Groups | Search | Server Info | Keyboard shortcuts | Login | Register [http] [https] [nntp] [nntps]
Groups > comp.compilers > #2442 > unrolled thread
| Started by | Andy <borucki.andrzej@gmail.com> |
|---|---|
| First post | 2020-02-06 10:43 -0800 |
| Last post | 2020-02-08 18:18 -0800 |
| Articles | 7 — 4 participants |
Back to article view | Back to comp.compilers
FIRST_k, FOLLOW_k, k>1 Andy <borucki.andrzej@gmail.com> - 2020-02-06 10:43 -0800
Re: FIRST_k, FOLLOW_k, k>1 Andy <borucki.andrzej@gmail.com> - 2020-02-06 14:16 -0800
Re: FIRST_k, FOLLOW_k, k>1 Hans-Peter Diettrich <DrDiettrich1@netscape.net> - 2020-02-08 11:00 +0100
Re: FIRST_k, FOLLOW_k, k>1 Andy <borucki.andrzej@gmail.com> - 2020-02-08 11:54 -0800
Re: FIRST_k, FOLLOW_k, k>1 Hans-Peter Diettrich <DrDiettrich1@netscape.net> - 2020-02-09 02:46 +0100
FIRST_k, FOLLOW_k, k>1 Christopher F Clark <christopher.f.clark@compiler-resources.com> - 2020-02-07 16:12 +0200
Re: FIRST_k, FOLLOW_k, k>1 honey crisis <gaztoast@gmail.com> - 2020-02-08 18:18 -0800
| From | Andy <borucki.andrzej@gmail.com> |
|---|---|
| Date | 2020-02-06 10:43 -0800 |
| Subject | FIRST_k, FOLLOW_k, k>1 |
| Message-ID | <20-02-004@comp.compilers> |
If LL(l) and LR(k) need sets FIRST_k, FOLLOW_k, k>1, for example LR(3) need this sets of degree 3? How make it? How is the best structure for these sets? I think about pyramid: - one bit - is epsilon - bit table size n - bit table size n^2 ... - bit table size n^k because sets degree of k also have shorter strings. This exponentially grows, in real grammars, number of tokens can be quite big, ~80, It need then 0(80^k) bits. This sets will sparse and is better organization of substrings in sets? For example, not bit set but set of trees or DFA's ?

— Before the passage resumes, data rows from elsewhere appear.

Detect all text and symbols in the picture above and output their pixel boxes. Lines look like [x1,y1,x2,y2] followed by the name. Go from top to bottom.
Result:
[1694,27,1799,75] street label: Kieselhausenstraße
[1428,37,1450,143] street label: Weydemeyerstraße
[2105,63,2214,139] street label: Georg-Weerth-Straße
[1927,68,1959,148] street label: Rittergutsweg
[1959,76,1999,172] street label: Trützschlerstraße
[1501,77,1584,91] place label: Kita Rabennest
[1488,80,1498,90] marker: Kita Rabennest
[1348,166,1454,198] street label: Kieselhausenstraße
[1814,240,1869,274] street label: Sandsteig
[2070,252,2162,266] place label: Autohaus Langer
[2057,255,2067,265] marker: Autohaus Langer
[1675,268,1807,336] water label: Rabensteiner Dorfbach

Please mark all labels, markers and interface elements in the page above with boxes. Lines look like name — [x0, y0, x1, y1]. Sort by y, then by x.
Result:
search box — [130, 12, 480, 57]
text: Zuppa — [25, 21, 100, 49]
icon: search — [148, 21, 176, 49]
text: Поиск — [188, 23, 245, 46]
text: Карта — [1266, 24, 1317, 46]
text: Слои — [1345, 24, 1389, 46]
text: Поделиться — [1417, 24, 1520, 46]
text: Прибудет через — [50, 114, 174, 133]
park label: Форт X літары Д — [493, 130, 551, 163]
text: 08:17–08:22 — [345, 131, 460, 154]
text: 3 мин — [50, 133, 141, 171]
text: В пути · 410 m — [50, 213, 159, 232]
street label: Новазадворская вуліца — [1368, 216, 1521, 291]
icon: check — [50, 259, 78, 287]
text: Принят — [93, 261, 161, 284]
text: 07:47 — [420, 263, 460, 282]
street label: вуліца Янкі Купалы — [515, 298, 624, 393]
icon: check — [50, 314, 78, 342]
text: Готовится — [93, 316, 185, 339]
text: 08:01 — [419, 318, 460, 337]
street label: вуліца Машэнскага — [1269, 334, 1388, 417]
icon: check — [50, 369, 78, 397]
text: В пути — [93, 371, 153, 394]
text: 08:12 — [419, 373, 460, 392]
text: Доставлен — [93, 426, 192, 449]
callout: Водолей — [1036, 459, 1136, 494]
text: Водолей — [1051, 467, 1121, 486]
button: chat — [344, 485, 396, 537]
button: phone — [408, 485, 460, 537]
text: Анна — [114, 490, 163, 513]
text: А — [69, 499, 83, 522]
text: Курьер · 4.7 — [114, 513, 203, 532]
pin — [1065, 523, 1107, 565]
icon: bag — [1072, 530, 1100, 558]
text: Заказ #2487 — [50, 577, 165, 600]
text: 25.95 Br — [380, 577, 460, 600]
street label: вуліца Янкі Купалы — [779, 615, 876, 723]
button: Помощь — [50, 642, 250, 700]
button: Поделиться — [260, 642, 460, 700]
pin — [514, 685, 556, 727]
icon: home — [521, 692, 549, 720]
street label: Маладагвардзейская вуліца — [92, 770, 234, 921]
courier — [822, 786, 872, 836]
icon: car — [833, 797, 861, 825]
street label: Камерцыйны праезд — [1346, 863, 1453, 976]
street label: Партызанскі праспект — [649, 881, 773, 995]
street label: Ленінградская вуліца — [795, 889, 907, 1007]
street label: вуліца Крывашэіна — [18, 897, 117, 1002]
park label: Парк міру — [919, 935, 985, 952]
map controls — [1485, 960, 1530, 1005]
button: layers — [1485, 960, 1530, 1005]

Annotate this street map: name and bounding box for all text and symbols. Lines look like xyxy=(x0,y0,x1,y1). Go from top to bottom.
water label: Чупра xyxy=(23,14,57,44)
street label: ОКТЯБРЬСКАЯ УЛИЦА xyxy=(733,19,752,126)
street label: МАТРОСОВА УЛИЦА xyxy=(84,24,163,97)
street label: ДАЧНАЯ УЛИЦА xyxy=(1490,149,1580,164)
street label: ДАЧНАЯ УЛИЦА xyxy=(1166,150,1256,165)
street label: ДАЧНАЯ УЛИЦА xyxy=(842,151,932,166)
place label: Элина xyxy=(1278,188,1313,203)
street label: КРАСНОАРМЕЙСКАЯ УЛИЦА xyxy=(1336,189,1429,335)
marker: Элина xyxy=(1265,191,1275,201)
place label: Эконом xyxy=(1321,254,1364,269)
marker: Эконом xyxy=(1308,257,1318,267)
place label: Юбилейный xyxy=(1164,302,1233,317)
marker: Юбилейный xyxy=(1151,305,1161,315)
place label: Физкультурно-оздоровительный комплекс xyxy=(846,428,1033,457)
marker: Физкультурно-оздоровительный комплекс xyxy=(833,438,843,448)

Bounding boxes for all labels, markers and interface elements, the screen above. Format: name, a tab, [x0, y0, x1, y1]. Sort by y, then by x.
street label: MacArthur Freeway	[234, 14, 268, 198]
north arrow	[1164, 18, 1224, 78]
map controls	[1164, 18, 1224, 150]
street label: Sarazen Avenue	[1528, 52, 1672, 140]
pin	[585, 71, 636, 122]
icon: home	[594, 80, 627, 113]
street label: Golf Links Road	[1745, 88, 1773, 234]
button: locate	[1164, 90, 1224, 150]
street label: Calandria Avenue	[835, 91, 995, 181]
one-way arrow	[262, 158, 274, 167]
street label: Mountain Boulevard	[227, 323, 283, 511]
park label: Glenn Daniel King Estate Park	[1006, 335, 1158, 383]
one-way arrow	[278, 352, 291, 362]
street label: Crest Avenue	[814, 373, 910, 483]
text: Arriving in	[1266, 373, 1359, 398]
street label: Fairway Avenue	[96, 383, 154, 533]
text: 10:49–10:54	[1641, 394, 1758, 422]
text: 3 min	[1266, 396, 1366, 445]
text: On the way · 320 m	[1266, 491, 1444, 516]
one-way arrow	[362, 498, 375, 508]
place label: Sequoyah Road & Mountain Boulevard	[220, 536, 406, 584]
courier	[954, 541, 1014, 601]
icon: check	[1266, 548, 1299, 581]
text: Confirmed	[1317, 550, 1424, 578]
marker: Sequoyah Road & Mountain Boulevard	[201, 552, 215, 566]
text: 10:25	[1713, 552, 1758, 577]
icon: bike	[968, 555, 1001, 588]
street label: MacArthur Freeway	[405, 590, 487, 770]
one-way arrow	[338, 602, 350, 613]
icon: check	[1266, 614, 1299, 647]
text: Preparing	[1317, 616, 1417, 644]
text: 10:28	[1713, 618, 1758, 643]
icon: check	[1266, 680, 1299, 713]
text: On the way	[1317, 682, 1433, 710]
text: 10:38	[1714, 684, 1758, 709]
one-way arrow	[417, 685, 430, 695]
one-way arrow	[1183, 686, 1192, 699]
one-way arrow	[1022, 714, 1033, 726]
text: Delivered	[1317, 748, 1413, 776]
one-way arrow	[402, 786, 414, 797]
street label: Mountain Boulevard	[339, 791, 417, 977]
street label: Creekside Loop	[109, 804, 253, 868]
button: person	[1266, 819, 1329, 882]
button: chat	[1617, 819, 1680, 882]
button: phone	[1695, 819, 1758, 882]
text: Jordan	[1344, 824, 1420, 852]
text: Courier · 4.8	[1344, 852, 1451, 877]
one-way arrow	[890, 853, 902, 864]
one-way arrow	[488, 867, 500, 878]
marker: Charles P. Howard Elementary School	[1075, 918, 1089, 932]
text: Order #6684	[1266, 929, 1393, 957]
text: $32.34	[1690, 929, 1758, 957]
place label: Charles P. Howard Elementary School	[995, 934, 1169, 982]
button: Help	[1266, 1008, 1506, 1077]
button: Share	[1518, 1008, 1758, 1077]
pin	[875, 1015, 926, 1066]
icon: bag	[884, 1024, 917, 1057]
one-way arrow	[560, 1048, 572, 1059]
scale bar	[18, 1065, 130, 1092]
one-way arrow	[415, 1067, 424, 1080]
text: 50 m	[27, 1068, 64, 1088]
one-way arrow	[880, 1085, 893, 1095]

[toc] | [next] | [standalone]
| From | Andy <borucki.andrzej@gmail.com> |
|---|---|
| Date | 2020-02-06 14:16 -0800 |
| Message-ID | <20-02-005@comp.compilers> |
| In reply to | #2442 |
I search examples,
E->aWbXYcdZ
W->w
X->x
Y->y
Z->z
if for FIRST(k=4) wil be: E={awbx} W={wbxy} X={xycd} Y={ycdz} Z={z}
what is convention?
E is obviously {awbx} but W is (difficult){wbxy} or only {w}?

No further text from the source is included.